The first time I saw him properly, he looked down at me like a storm had decided to rest its shadow on his face. He was darker and rougher than the paintings suggested. He swung his arm and slapped a eunuch so hard the whole room flinched. He grumbled, loud and blunt, "I'm short one empress, not short one daughter."
He was Clifford Barrett. He was old enough to be angry about everything and kind enough to be careless with his temper. He was also the only man in the palace who made lamb smell like heaven.
"You're not hungry?" Ute Conley asked me that first night I was assigned to my small palace room. Her voice was gentle, but I could tell she worried.
"I am," I lied. "I am just... not used to the food."
She tilted her head, pity soft on her face. "If you want something, child, tell me. I can fetch you anything in the kitchens."
The truth was simpler: I wanted the roasted leg the palace smelled of from across the compound. Smells are dangerous things for a small and hungry girl. They grow teeth and follow you.
Late, I couldn't sleep. I slipped out, shoes on, the moon for my lantern. I crept like a cat, and for a while I thought the palace had nothing I wanted but soft ropes of silence.
I found him squatting by an open flame, turning a leg of lamb. He cursed at the kitchen staff the way a man curses at a bad horse. "These cooks are rubbish. Can't even roast a lamb." He grunted, turned the meat with his knife, and added, "If I don't, it won't get done right."
I tried to leave quietly, but a pebble betrayed me. A small stone hit my calf and I went down like a felled reed.
"Who goes there?" he barked. A second later, the hem of his dragon robe swept before my eyes. He loomed, terrifying and unexpected. "What are you doing out this hour?"

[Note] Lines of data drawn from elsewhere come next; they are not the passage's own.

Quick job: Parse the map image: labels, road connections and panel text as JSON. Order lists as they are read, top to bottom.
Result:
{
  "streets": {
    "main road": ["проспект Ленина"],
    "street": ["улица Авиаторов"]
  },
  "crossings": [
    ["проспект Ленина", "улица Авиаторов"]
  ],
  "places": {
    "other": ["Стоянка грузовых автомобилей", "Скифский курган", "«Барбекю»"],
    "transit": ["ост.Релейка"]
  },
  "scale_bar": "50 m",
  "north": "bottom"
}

I blinked up at him. The fury that had been on his face softened—like someone taking a breath and deciding to be something else. "You're too young to be wandering the palace," he said, and his voice, though sharp, had a thread of something less cruel. "Why are you awake?"
I thought of the first time he had spoken to me properly, the first day I entered his hall. He had stood from the throne and come close, "Fourteen?" he'd said, incredulous. I had answered politely, and he had thrown his temper right then at a eunuch. "I'm short one empress, not short one daughter," he'd roared, and then, bafflingly, ordered that a small quiet chamber be made for me.

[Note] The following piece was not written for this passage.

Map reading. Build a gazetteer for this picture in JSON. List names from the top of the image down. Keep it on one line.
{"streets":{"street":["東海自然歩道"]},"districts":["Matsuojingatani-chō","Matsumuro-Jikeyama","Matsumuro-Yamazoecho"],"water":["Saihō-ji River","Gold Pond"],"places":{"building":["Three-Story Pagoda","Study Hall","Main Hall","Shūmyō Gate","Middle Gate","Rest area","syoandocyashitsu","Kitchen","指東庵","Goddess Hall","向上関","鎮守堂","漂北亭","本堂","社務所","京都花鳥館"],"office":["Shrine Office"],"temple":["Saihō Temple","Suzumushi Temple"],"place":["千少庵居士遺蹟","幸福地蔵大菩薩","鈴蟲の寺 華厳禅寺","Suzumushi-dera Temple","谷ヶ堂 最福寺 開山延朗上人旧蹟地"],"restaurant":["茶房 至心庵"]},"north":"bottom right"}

The lamb smell swept between us. I could not help it. I stared.
He watched my face, and then he smiled—small and crooked. "Looks like a greedy cat," he said, and beckoned. "Come closer."
He handed me a strip of lamb. I ate, and felt my world fill up. "How is it?" he asked.
"Delicious," I said. Tears surprised me, and I could not stop them. "Delicious," I repeated.
"Don't cry while eating," he scolded like someone who scolds because he does not know how else to show he cares. "If you cry, I'll—" He pretended to think, then said, "I'll have you dragged out and killed."
I choked, then laughed at his ridiculous threat. He laughed too, a sound like gravel rolling, and then, puzzlingly tender, he ripped a chunk and offered it to me. "You're the first who dared to eat with me since I took the throne."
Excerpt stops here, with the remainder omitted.